Not sure what is next 

We r in Glasgow


----------



## babas (Oct 23, 2013)

I'm not sure what to say but try elsewhere? Xx


----------



## AdoptionDreams (Feb 10, 2010)

Oh no!!! I am so sorry 😕😕 x


----------



## Miny Moo (Jan 13, 2011)

I second the try else where, be honest with them about this application, maybe be give it a little while and see how you can address the points/ answer them so that if you decide to try another agency you are able to show them why you think you initial agency was wrong.

Sorry thus has happened to you, but don't give up, use it to your advantage and make yourselves stronger candidates.

Good luck


----------



## GoofyGirl (Apr 1, 2013)

Sorry to hear that yes please do try elsewhere. 
If you're open and honest from the start it sounds like you can get on elsewhere. 
It must be hard not to cry when faced with this uncertainty, I would.
Very best of luck please let us know how you get on, really hoping to hear good news from you soon. Xx


----------



## Daddyboo (Paul) (Dec 24, 2012)

I'm so sorry Diane,

I'm also sorry I didn't reply to your email, been busy this end.  I only seem to get on here at work in the early mornings.

Right, I think you knew this might have been coming and to that end take it with a pinch of salt, this agency has been nothing but trouble for you, communication has been terrible and you need somewhere where they will be empathatic to your needs but also help and support you to become the best adopters you can be.

My advice would be to take a holiday, relax and have some time out (this will also show your new agency that you can think of other things as well as adoption), perhaps join a gym/keep fit group in your local area.  Get your DF involved too, make it a fun family thing.

Do some volunteering - do something whioch might be stresful for you - does working with the public do this (charity shops), etc. - Perhaps ask your GP about things that can help fight stress (I'll have a think too) and do them.

Then in say 2-3 months (or earlier if you feel ready) apply to another agency, I think someone recommended you one in another thread.
Write them a letter with the application explaining all that has happened, say what you have done since to answer some of the questions they had (gym, volunteering, etc).

Good luck, and you know where I am if you need more support (I'll email you my contact details, if you're on **).

Paul x


----------



## Diane71 (Mar 9, 2013)

Thankyou so much for all your kind comments 

It's still so raw 

We had both taken the weight issue on board and lost weight weight and were doing so on regular base but it wasn't enough 

I have taken the day of work as I work on the phones all day and everyone time I think bout it I get upset and cry


----------



## Frangipanii (Nov 21, 2011)

Diane, I am so sorry how awful!
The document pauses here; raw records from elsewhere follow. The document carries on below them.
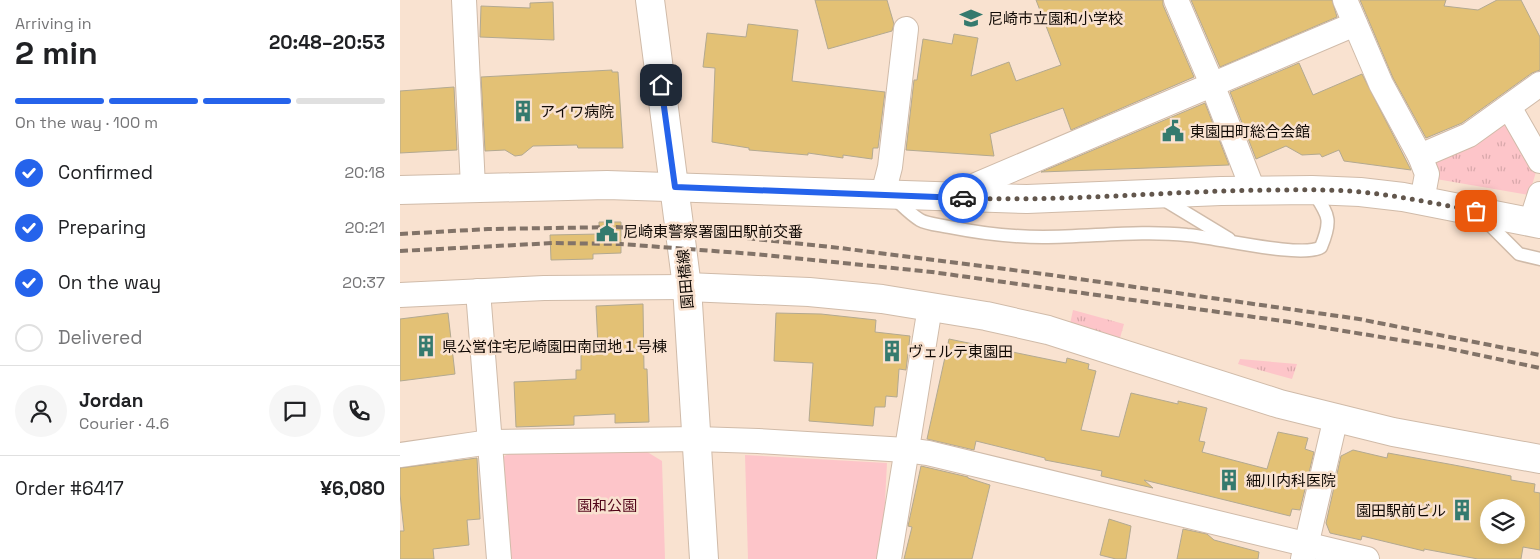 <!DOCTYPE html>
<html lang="en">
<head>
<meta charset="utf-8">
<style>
	body { margin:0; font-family:"Space Grotesk","Noto Sans JP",sans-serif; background:#f6f6f6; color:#202124; height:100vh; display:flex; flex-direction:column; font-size:19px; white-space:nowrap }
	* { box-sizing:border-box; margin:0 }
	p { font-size:16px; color:#757577 }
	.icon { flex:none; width:28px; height:28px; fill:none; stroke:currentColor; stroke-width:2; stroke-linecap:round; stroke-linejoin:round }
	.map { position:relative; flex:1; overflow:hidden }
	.side { display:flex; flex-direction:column; background:#fff; width:400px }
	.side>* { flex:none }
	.fabs { position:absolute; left:1080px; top:499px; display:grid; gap:10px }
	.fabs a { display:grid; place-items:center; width:45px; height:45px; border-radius:50%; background:#fff; box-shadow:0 2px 12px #0003; font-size:25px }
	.pin { position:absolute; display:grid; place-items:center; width:42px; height:42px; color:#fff; margin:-21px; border-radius:10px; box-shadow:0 2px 8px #0006 }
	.courier { position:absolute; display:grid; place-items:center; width:50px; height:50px; margin:-25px; border:4px solid #2563eb; border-radius:50%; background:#fff; color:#222; box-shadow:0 1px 6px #0007 }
	.overview em { font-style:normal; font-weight:700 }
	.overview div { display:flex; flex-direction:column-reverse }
	.overview { display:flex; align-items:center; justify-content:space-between; height:85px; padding:0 15px }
	h1 { font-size:32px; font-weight:700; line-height:38px }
	.bar { display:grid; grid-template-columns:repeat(4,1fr); gap:8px 5px; align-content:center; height:60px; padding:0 15px }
	.bar i { height:6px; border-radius:4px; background:#e0e0e0 }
	.bar .active { background:#2563eb }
	.bar p { grid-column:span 4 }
	.line { display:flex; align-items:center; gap:12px; padding:0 15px; border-top:1px solid #e0e0e0 }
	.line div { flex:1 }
	.round { display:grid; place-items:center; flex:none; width:52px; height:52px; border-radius:26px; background:#f6f6f6 }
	ol { padding:0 15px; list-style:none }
	li { display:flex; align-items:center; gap:15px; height:55px }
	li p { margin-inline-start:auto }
	li .icon { padding:5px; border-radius:50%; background:#2563eb; color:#fff; stroke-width:4 }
	li:last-child { color:#757577 }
	li i { width:28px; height:28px; border:2px solid #e0e0e0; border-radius:50% }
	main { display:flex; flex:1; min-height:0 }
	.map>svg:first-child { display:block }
	.grass { fill:url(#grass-tufts) }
	.green { fill:#fdc5c9 }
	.building { fill:#e3c175; stroke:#b3a991; fill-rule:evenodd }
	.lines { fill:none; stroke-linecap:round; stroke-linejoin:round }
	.lane-casing { stroke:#d0bba9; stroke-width:15 }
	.street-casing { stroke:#d0bba9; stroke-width:26 }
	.secondary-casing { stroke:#d0bba9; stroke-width:30 }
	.lane { stroke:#fff; stroke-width:12 }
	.street { stroke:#fff; stroke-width:24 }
	.secondary { stroke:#fff; stroke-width:28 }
	.rail { stroke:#827368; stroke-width:4; stroke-dasharray:8 4; stroke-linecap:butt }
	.done { stroke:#62564c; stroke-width:5; stroke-dasharray:0 9 }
	.route { stroke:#2563eb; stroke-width:6 }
	.labels { text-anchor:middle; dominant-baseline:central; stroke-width:5; stroke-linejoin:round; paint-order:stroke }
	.poi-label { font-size:15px; fill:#110a05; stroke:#f9e2d0; text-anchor:start }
	.street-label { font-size:15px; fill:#110a05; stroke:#f9e2d0 }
	.park-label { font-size:15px; fill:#53071a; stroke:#f9e2d0 }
</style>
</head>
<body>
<main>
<section class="side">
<div class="overview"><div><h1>2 min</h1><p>Arriving in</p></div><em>20:48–20:53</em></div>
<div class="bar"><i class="active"></i><i class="active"></i><i class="active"></i><i></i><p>On the way · 100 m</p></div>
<ol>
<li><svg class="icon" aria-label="check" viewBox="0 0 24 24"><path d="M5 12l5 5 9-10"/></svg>Confirmed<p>20:18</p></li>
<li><svg class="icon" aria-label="check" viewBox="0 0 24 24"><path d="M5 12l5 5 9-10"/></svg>Preparing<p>20:21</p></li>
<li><svg class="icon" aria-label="check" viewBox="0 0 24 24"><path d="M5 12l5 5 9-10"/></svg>On the way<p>20:37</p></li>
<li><i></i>Delivered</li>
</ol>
<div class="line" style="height:90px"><a class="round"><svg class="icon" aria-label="person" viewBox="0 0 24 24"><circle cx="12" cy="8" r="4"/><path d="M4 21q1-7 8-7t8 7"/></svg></a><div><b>Jordan</b><p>Courier · 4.6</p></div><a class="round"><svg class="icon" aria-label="chat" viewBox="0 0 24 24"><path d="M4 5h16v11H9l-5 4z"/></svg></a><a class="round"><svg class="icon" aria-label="phone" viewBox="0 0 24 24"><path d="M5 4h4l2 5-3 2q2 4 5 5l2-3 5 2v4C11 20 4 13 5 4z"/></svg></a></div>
<div class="line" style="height:65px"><div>Order #6417</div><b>¥6,080</b></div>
</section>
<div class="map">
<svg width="1140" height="559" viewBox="0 0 1140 559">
	<defs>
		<pattern id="grass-tufts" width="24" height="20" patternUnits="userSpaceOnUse" patternTransform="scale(1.25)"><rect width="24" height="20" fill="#fdc5c9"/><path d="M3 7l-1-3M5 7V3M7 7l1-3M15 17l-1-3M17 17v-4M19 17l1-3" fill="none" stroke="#d8a8ab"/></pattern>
	</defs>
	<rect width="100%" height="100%" fill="#f9e2d0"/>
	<g class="grass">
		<path d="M1107 117 1136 172 1129 195 1036 179 1031 158Z"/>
		<path d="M673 310 724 324 720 338 670 324Z"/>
		<path d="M840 359 897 364 892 379 838 364Z"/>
	</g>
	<g class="green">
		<path d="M244 450 262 461 265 559H111L103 457 112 452Z"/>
		<path d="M345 455 487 463 482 559H348Z"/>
	</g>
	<g class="building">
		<path d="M415 0H487L494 24 492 31 428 49Z"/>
		<path d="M636 0H763V5L794 77 671 130 663 108 590 134 594 156 506 150 514 80H517L523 39 552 44 554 34 578 38 571 76 609 62 616 81 661 65Z"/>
		<path d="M791 0H932L937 17 820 67Z"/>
		<path d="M960 0H1046L1044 6 1078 10 1097 0H1121L1140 37V70L1132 73 1062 123 1026 138 993 78Z"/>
		<path d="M153 2 154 40 80 37 81 6 130 8V3Z"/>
		<path d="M348 24 398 30 392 81 485 92 478 148H473L472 159 443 155V158L408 153V155L349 150V148L312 142 315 68 303 67 307 33 346 37Z"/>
		<path d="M899 63 913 95 962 74 1011 170 944 161 939 150 922 157 920 154 902 155 886 146 856 159 830 92Z"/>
		<path d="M212 70V72H218L223 148H178L177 145 133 146 122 155 115 156 105 150 85 151 81 77Z"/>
		<path d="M54 87 57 150 0 153V91Z"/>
		<path d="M805 103 829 165 641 172Z"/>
		<path d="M199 222H221V253L193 254V259L151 260 150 235 199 234Z"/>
		<path d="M243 304 244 369H247L249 422 215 423V414L174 416V425L116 427 114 382 176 379V370H181V347L198 346 196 306Z"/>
		<path d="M48 313 55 374 0 381V319Z"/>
		<path d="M376 313 421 314 476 320 475 332 510 336 506 370 499 369 497 397 486 396 485 407H475L473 426 409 421 413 363 374 361Z"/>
		<path d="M549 339 666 363 667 358 689 364 688 369 696 371 681 430 719 437 731 393 778 404V401L807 408 799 441 805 442 802 452 867 469 878 432 908 438 905 449 914 452 900 510 892 509 890 516 744 480 753 488 701 476 702 471 645 460V458L576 441 574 450 527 439Z"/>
		<path d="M953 450 987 458 988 453 1054 465 1111 476V480L1135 484 1134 492 1140 493V550L1123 547 1121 559H1078L1024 549V551L962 536 961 540 930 533 926 523 941 456ZM1089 508H1116V535H1089Z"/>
		<path d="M77 458 80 519 67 520 69 545 33 549 34 559H0V531H4L0 494V468Z"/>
		<path d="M521 466 568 477V478L590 485 572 559H504L512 527 508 526Z"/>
		<path d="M709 519 731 526 726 559H716L700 555Z"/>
		<path d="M783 529 807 534 814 540 859 552 858 559H777Z"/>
	</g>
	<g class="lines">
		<g class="lane-casing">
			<g id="lane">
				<path d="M494 198C502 205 510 214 520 220 527 224 540 225 549 227 579 233 612 237 643 237 691 237 740 230 787 235 814 237 903 259 921 247 933 218 928 215 912 190"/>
				<path d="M763 199 829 239"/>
				<path d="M1083 218 1119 254 1140 259"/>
			</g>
		</g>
		<g class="street-casing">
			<g id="street">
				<path d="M64 0 73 187"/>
				<path d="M776 0 812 84 853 190"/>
				<path d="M945 0 981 84 1020 156 1027 174 1022 201"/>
				<path d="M1109 107 1140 161"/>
				<path d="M1020 156 1069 135 1140 84"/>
				<path d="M483 194 490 167 506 29"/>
				<path d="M550 196 955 24"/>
				<path d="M1131 222 1140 194"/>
				<path d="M78 291 99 559"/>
				<path d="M0 295 144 288 287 287"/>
				<path d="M0 455 90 442 296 439 358 441 506 450 528 453 967 559"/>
				<path d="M489 559 530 307"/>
				<path d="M903 559 936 417"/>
			</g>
		</g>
		<g class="secondary-casing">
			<g id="secondary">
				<path d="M250 0 287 287 304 559"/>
				<path d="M0 190 207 185 627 199 821 191 912 190 960 192 1003 197 1140 224"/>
				<path d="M287 287 409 292 482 299 586 316 648 330 880 404 993 432 1140 459"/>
			</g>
		</g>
		<use href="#lane" class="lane"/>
		<use href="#street" class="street"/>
		<use href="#secondary" class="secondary"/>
		<g class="rail">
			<path d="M0 234 88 229 216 227 299 233 440 248 644 274 959 319 1140 355"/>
			<path d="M0 251 154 243 221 244 354 254 532 272 890 322 1041 347 1140 368"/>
		</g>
	</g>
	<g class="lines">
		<path class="done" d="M563 198C665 202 767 191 870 190 900 190 930 189 961 192 1000 196 1038 204 1076 211"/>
		<path class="route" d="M261 85 275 187 563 198"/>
	</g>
	<defs>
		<g id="school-bare" transform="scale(1.725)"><path d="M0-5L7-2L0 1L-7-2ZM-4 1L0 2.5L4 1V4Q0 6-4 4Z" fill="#357a6e" stroke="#f9e2d0" stroke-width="2.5" paint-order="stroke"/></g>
		<g id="building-bare" transform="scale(1.725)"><path d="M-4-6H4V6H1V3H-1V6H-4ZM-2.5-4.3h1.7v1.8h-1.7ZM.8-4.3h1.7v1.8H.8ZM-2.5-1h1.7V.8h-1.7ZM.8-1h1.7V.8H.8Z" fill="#357a6e" stroke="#f9e2d0" stroke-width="2.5" paint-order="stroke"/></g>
		<g id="civic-bare" transform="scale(1.725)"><path d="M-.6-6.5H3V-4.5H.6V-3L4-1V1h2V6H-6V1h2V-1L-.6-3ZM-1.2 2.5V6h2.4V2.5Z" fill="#357a6e" stroke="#f9e2d0" stroke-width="2.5" paint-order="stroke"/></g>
	</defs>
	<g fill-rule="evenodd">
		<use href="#school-bare" x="571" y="18"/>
		<use href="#building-bare" x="123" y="111"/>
		<use href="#civic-bare" x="773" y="131"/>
		<use href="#civic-bare" x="207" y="231"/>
		<use href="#building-bare" x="26" y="346"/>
		<use href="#building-bare" x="492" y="351"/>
		<use href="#building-bare" x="829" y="480"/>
		<use href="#building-bare" x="1062" y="510"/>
	</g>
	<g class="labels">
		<g class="poi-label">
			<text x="588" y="18">尼崎市立園和小学校</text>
			<text x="140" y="111">アイワ病院</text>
			<text x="790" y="131">東園田町総合会館</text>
			<text x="223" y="231">尼崎東警察署園田駅前交番</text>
			<text x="42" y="346">県公営住宅尼崎園田南団地１号棟</text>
			<text x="508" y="351">ヴェルテ東園田</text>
			<text x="846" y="480">細川内科医院</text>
			<text x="1046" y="510" text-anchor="end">園田駅前ビル</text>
		</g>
		<g class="street-label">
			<text transform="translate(285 279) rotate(-95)">園田橋線</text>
		</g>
		<g class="park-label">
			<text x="207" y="505">園和公園</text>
		</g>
	</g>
</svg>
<div class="fabs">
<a><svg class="icon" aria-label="layers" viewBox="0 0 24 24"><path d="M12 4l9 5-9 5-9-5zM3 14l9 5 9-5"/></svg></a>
</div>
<div class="pin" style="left:1076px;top:211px;background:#ea580c"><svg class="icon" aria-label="bag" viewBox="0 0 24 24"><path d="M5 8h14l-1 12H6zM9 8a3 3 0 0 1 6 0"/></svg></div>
<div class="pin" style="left:261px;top:85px;background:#1f2937"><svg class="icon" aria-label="home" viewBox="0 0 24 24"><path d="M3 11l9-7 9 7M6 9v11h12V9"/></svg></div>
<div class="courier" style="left:563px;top:198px"><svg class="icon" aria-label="car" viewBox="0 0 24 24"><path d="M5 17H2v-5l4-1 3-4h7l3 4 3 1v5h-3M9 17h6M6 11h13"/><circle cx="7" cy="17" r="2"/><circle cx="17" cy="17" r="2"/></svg></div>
</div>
</main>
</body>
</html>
However....we got turned down by LA a few years back and then got accepted by an agency so keep trying. It aint over by far. Be honest and open and try and accept all the feedback you have had and do something about each thing. Be positive! And keep trying! 
Xxx


----------



## Lindoprincess (Jul 23, 2013)

Oh dear. Mind you we got turned down on the basis that I got beaten up by a psycho ex over 20 years ago and that wasn't my fault.


----------